Lola’s stomach dropped. “You… went in my apartment?”
“Oh, don’t get twitchy. I saw what you left tied to your bed.” A sip. A smirk. “And let me tell you, baby girl… finally.”
Lola choked. “It’s not what it looks like!”
“What did it look like, then? Because to me, it looked like a six-foot-something god with murder in his eyes, hogtied in lavender rope.”
“I didn’t mean to kidnap him! I don’t know what’s going on!”
Yaga snorted so hard tea nearly sloshed out of her mug. “Best sentence I’ve heard all week.”
“He’s fine. Alive. Probably furious.”
“He asked me to untie him. Very polite. I told him no.” She sipped again. “Not my circus. Not my bed-bound beefcake.”
Lola covered her face.
Baba’s tone softened. “Hey. You okay, bug?”
A shrug. A nod. Another shrug.
“He’s dangerous,” Yaga said. “Not bad. Still water, quiet fuse. But when he moves, it’ll be on purpose.”
Lola’s throat went dry.
“He didn’t look scared. He looked… curious. Like you were a puzzle.”
“That’s… accurate.”
Yaga kissed her temple. “If he’s a gift, keep him. If he’s a trap, break his damn legs. I left him lemon bars and a juice box. Stew later.”

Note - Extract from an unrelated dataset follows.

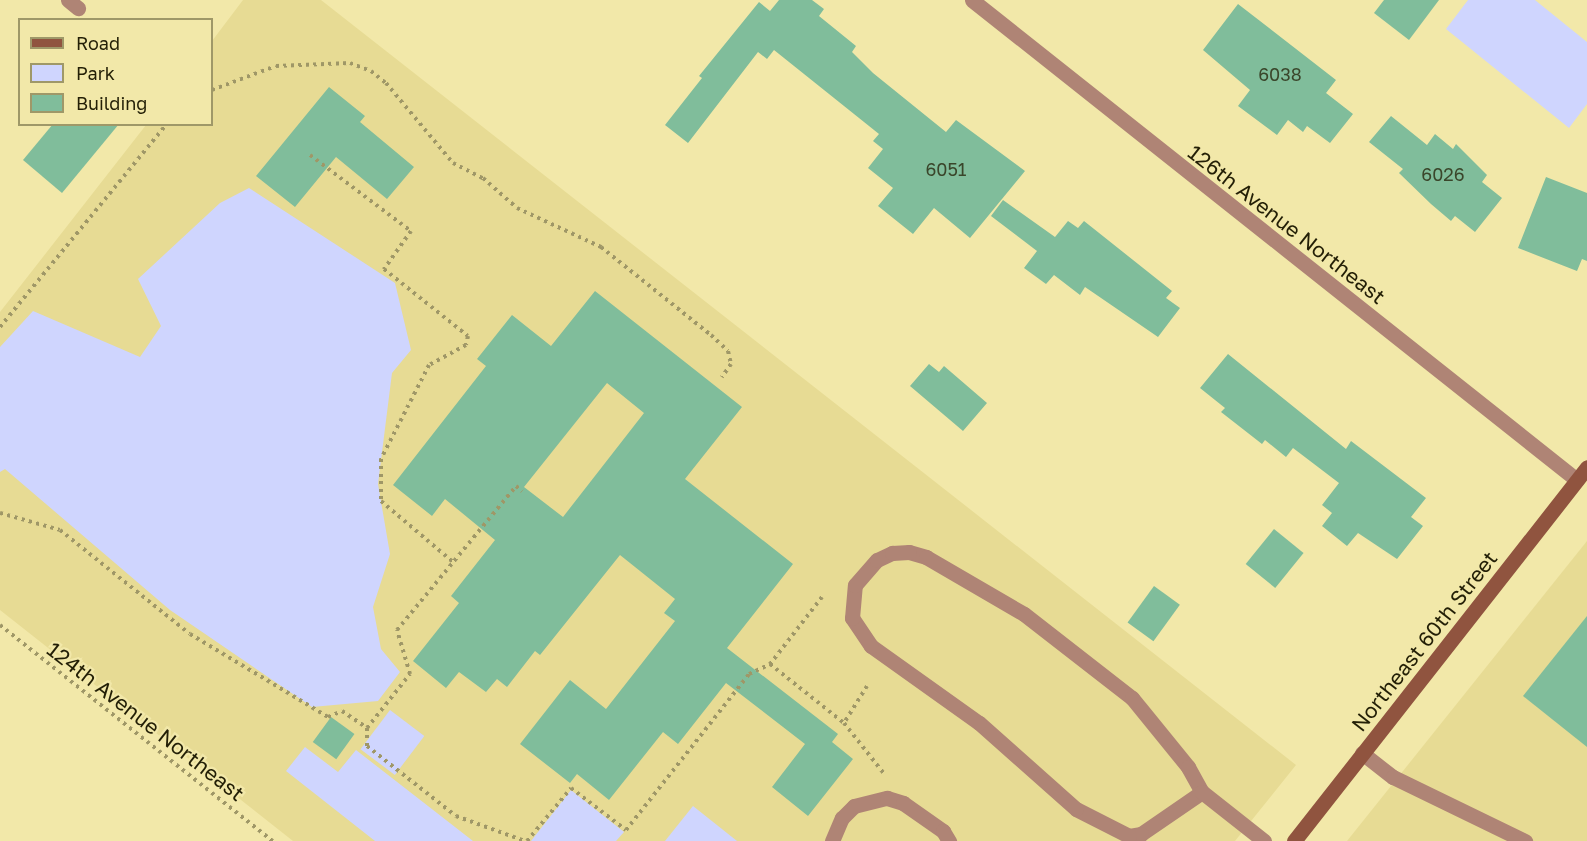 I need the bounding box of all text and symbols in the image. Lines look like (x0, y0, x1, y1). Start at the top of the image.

The door shut, leaving Lola frozen on the stairs.
Deep breath. You’ve handled worse. …Never handled this.
The second she opened her door, the scent hit—citrus and heat, chaos clinging to the walls. The smell of whoops, I kidnapped a man who could break me in half.
She pressed her forehead to the wood. You could’ve untied him before you left, idiot. But no—you left him hogtied like a Dollar Store dominatrix with commitment issues.
“You’re back,” came a low, pissed-off voice.
She jumped. “Jesus—do you have to talk like a Bond villain?”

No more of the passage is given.